Below you will find our
We seek to understand the implication of different real-time systems, especially in communications, and for open distributed systems. Our goal is to match an architecture to the system requirements, and to evaluate implementation architectures (e.g. for scalability).
Use Case Maps abstract from a set of use cases to give a total description of behaviour as sequences of responsibilities. UCMs can be mapped over an implementation architecture, and can be used to systematically derive an architecture. While UCMs are themselves graphical and appear to be informal, a formalization has been developed using LOTOS (a process algebra for telecom systems) More...
Event-driven systems typically must support a range of services which may be specified by scenarios, and which must be mapped to concurrent processes. Large systems are intrinsically difficult to understand, leading to errors in design or redesign for maintenance, and to inconsistent patterns of behaviour which are yet more difficult to understand. This aspect of our research develops design visualizations for understanding, and design principles based on the visualization. Our goal has been a machine-supported "Software CAD".
Work in this area has generated graphical notations for structure (Buhr diagrams, Machine Charts) described in Practical Visual Techniques in System Design with a methodology for developing concurrent objects, and for desired behaviours described in UCM.
There are many problems and few systematic guidelines for producing software with good performance, particularly for concurrent software. It is shown in MPR how concurrent system performance is viewed in three different ways (called the Map, Path and Resource Views), which must be combined to give a full understanding. Performance engineering processes are suggested which move between views in various ways.
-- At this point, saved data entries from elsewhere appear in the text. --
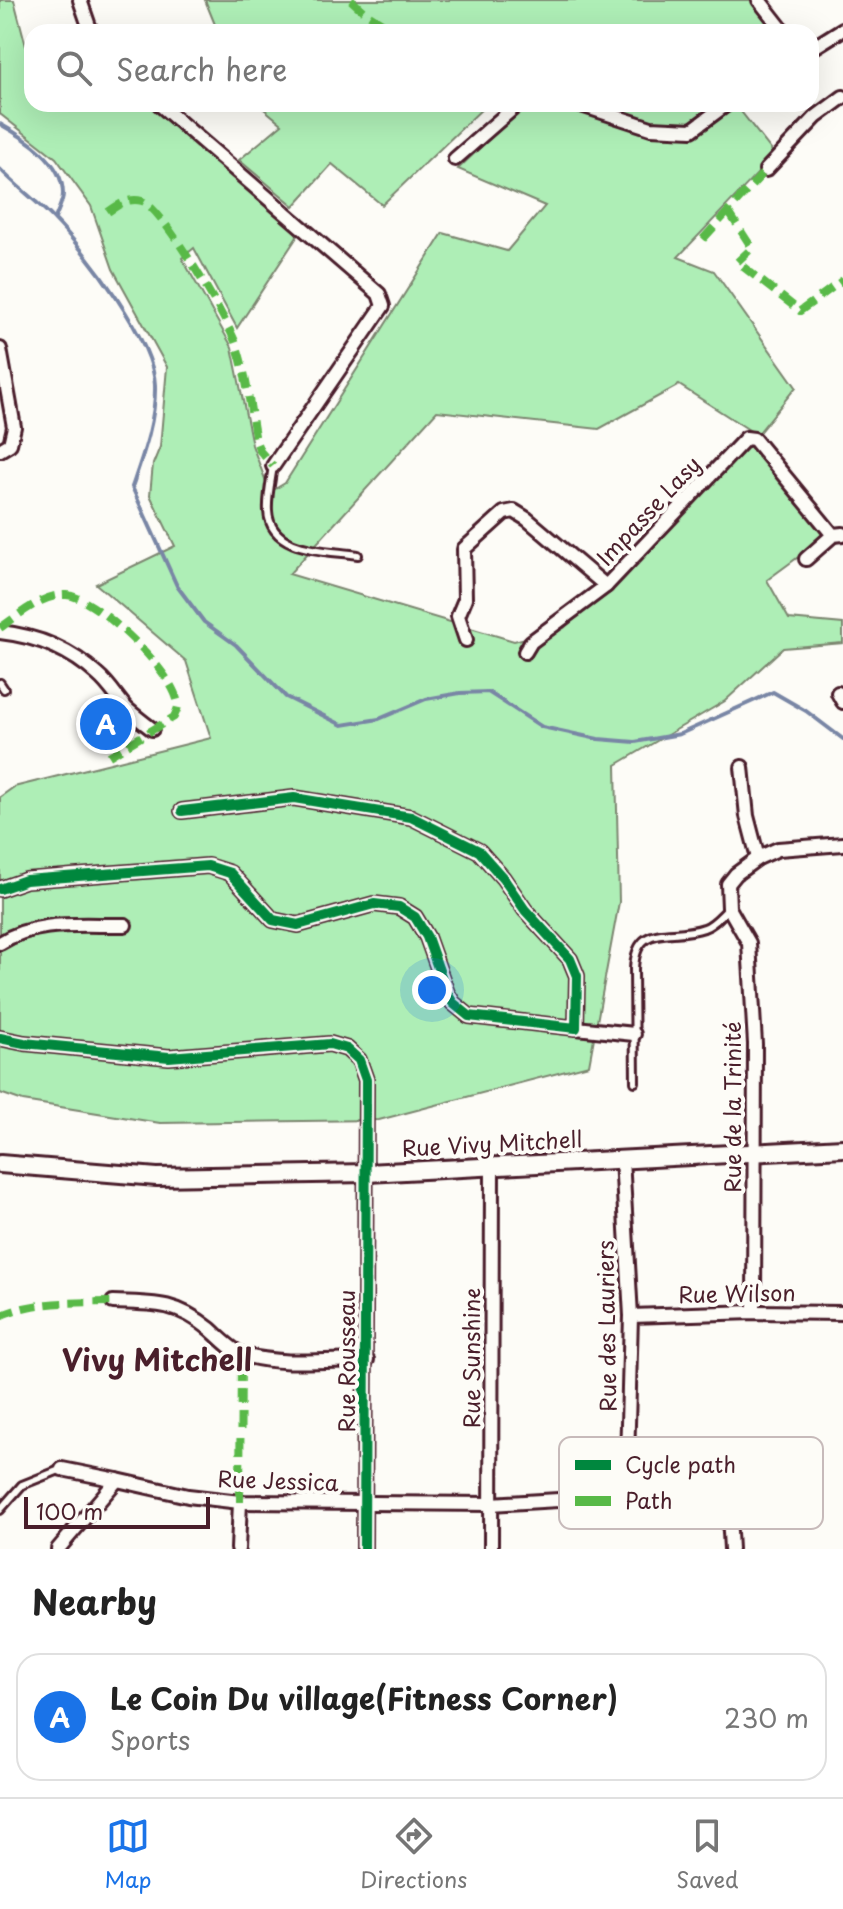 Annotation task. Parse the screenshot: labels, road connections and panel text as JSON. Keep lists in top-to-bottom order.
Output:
{
  "streets": {
    "street": [
      "Impasse Lasy",
      "Rue de la Trinité",
      "Rue Vivy Mitchell",
      "Rue Wilson",
      "Rue des Lauriers",
      "Rue Sunshine",
      "Rue Rousseau",
      "Rue Jessica"
    ]
  },
  "crossings": [
    ["Rue de la Trinité", "Rue Vivy Mitchell"],
    ["Rue de la Trinité", "Rue Wilson"],
    ["Rue Vivy Mitchell", "Rue des Lauriers"],
    ["Rue Vivy Mitchell", "Rue Sunshine"],
    ["Rue Vivy Mitchell", "Rue Rousseau"],
    ["Rue Wilson", "Rue des Lauriers"],
    ["Rue Sunshine", "Rue Jessica"],
    ["Rue Rousseau", "Rue Jessica"]
  ],
  "districts": ["Vivy Mitchell"],
  "legend": ["Cycle path", "Path"],
  "scale_bar": "100 m",
  "page": {
    "search": "Search here",
    "pins": "A",
    "scale": "100 m",
    "heading": "Nearby",
    "list": [
      {
        "mark": "A",
        "name": "Le Coin Du village(Fitness Corner)",
        "note": "Sports",
        "value": "230 m"
      }
    ],
    "nav": ["Map", "Directions", "Saved"]
  }
}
We are developing methods for predicting the performance of a concurrent system, based on measured or estimated workload parameters for components, and a description of how they are combined (and controlled) together in the system. We use a framework of Layered Service Systems to develop insights, together with a performance model for prediction, called Layered Queueing Networks, or Rendezvous Networks. This frameowrk is very general and describes most distributed systems, and many other event-driven systems. Performance models can be built either by analysis or by capturing behaviour traces.
Layered queueing networks (LQNs) describe systems with software servers and logical resources. A server may itself act as a customer. Our earlier work on this model referred to "Active Servers", "Lazy Boss Model", "Rendezvous Networks" and the "Method of Layers." The general techniques of mean value analysis for queues have been adapted to provide approximations which have accuracies ranging from 1-2% (usual) to 10%. A second approach called "Task Directed Aggregation" derives the analysis directly from the structure of a Markov model.
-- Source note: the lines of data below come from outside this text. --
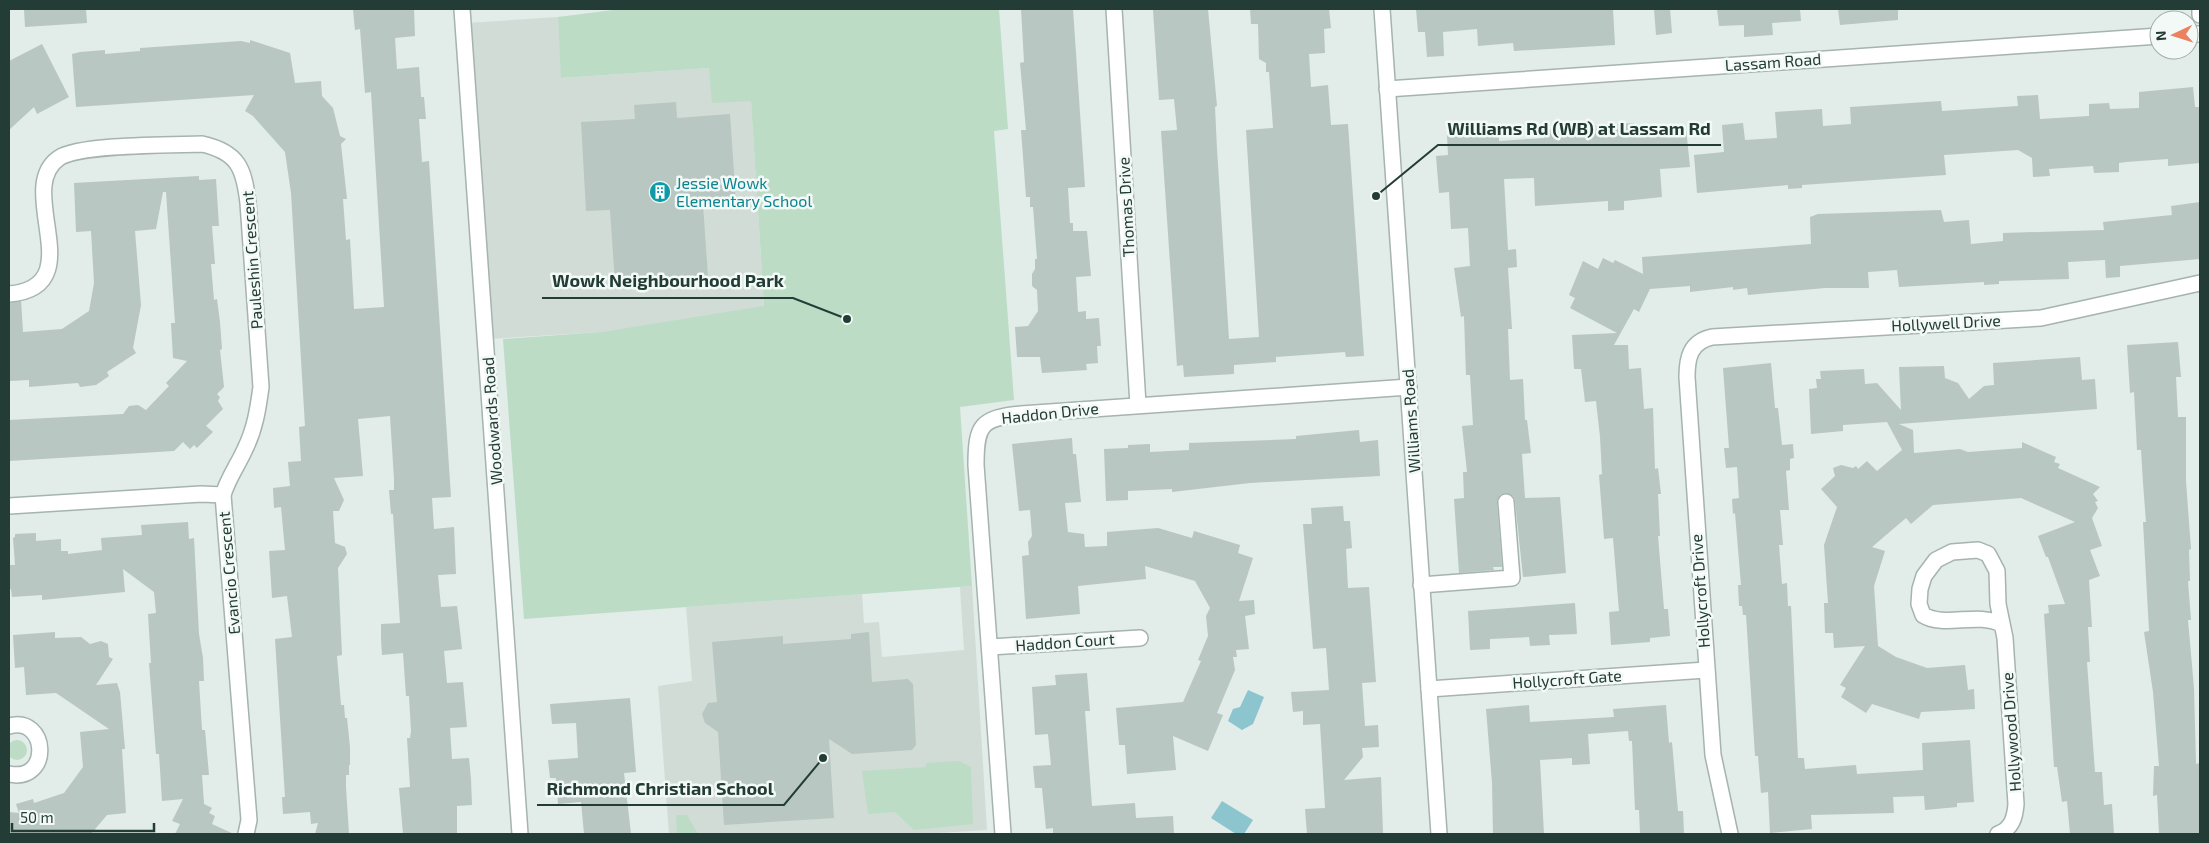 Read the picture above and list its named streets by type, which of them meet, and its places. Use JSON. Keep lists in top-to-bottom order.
{
  "streets": {
    "street": [
      "Lassam Road",
      "Thomas Drive",
      "Pauleshin Crescent",
      "Hollywell Drive",
      "Haddon Drive",
      "Woodwards Road",
      "Williams Road",
      "Evancio Crescent",
      "Hollycroft Drive",
      "Haddon Court",
      "Hollycroft Gate",
      "Hollywood Drive"
    ]
  },
  "crossings": [
    ["Lassam Road", "Williams Road"],
    ["Thomas Drive", "Haddon Drive"],
    ["Pauleshin Crescent", "Evancio Crescent"],
    ["Hollywell Drive", "Hollycroft Drive"],
    ["Haddon Drive", "Williams Road"],
    ["Haddon Drive", "Haddon Court"],
    ["Williams Road", "Hollycroft Gate"],
    ["Hollycroft Drive", "Hollycroft Gate"]
  ],
  "places": {
    "building": ["Jessie Wowk Elementary School"],
    "other": ["Williams Rd (WB) at Lassam Rd", "Wowk Neighbourhood Park", "Richmond Christian School"]
  },
  "scale_bar": "50 m",
  "north": "left"
} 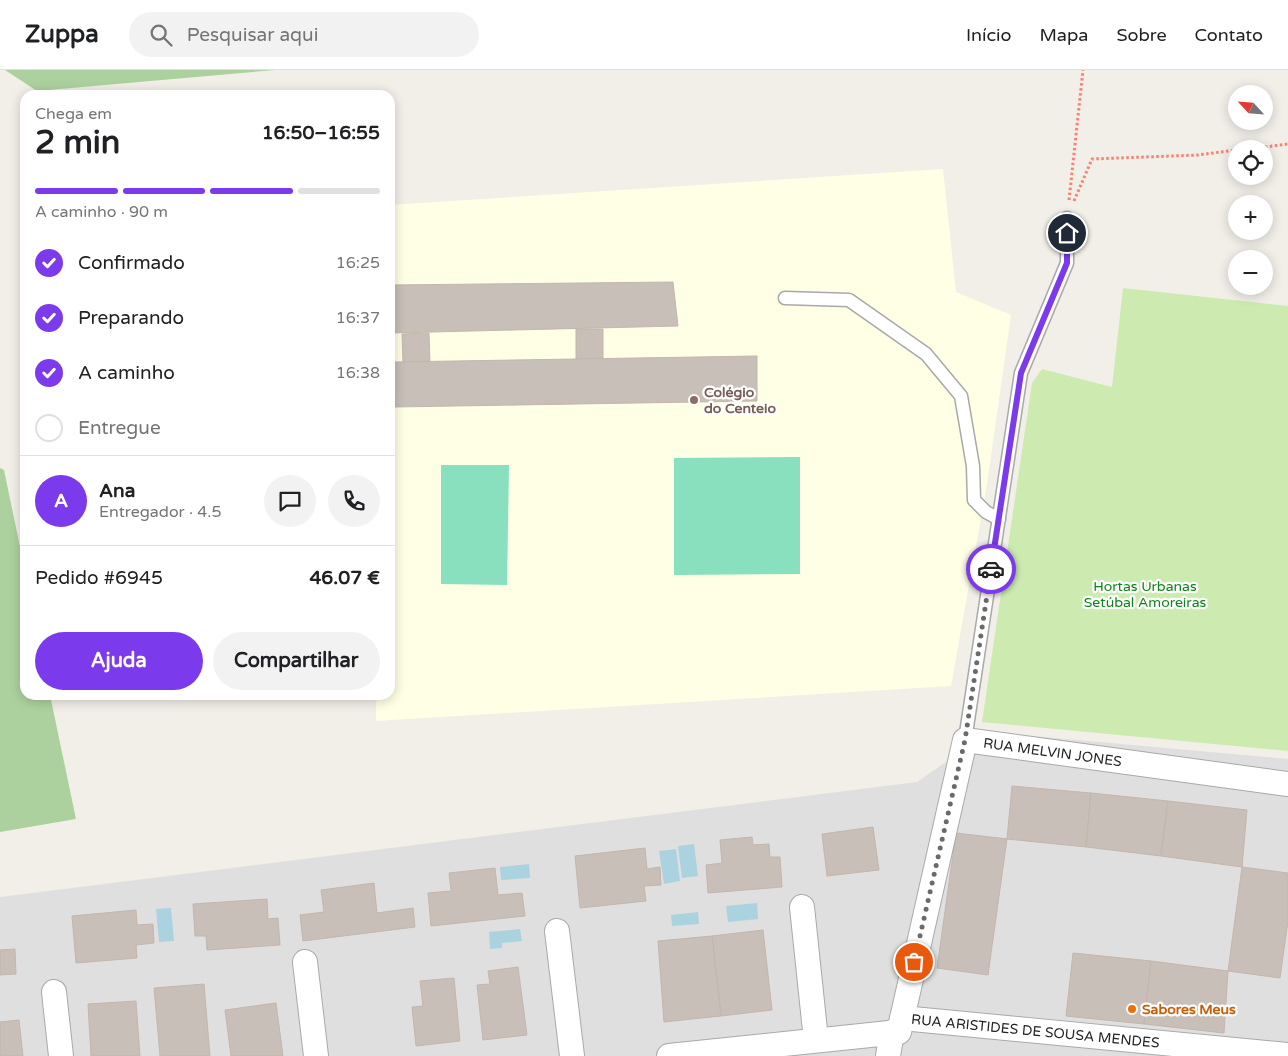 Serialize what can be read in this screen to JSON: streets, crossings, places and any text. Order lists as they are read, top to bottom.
{
  "streets": {
    "street": ["RUA MELVIN JONES", "RUA ARISTIDES DE SOUSA MENDES"]
  },
  "crossings": [
    ["RUA MELVIN JONES", "RUA ARISTIDES DE SOUSA MENDES"]
  ],
  "parks": ["Hortas Urbanas Setúbal Amoreiras"],
  "places": ["Colégio do Centeio", "Sabores Meus"],
  "north": "top left",
  "page": {
    "header": "Zuppa",
    "search": "Pesquisar aqui",
    "nav": [
      "Início",
      "Mapa",
      "Sobre",
      "Contato"
    ],
    "map_buttons": ["+", "−"],
    "heading": ["2 min", "Chega em", "16:50–16:55"],
    "panel": [
      "Ana",
      "Entregador · 4.5",
      "Pedido #6945",
      "46.07 €"
    ],
    "bar": "A caminho · 90 m",
    "list": [
      ["Confirmado", "16:25"],
      ["Preparando", "16:37"],
      ["A caminho", "16:38"],
      "Entregue"
    ],
    "round": "A",
    "buttons": ["Ajuda", "Compartilhar"]
  }
}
LQNs have a great advantage over the competing models (Petri nets, Markov chains, timed process algebras) that they scale up to large systems with dozens or hundreds of cooperating processes. However the description of the program behaviour must be adapted to the layered software service paradigm. Extensive tools have been constructed.
1. SRVN has a graphical interface and solves models by Rendezvous Nets, Petri Nets, Task-Directed Aggregation, or Simulation.
2. MOL solves by MOL or simulation.
3. LQNS, combining the MVA features of SRVN and MOL.
5. MultiSRVN generates one and two-parameter sensitivity studies for any of solvers 1, 2, 3.
6. LSG creates a synthetic set of tasks.
7. Performance Bounds using CLP.
A process called TLC (Trace-based Load Characterization) is being developed to determine the service relationships in a system with many processes . It can analyze a design at many stages of development, from scenarios or Use Cases in requirements, to executable models, prototypes and full-scale implementations, using special causal "angio traces". Traces are being obtained from design tools, simulators, and UNIX and DCE-based systems. A layered system can be described by partitioning a network of objects. . The resulting model can be solved as an LQN, and there is a bounding analysis which derives software concurrency requirements.
Component and System Measurements are often poorly documented, unrepeatable and are seldom maintained for long term use. A workbench has been designed to make the job of characterizing components by workload parameters like CPU usage routine, reliable and easier, with a repository to keep data for later use. Also, using DECALS, another tool which loads, runs and monitors distributed system experiments, we have been measuring performance in different client-server architectures, including deeply layered systems. Similar measurements have also been undertaken to analyze distributed system midware overheads as workload elements (PMMC).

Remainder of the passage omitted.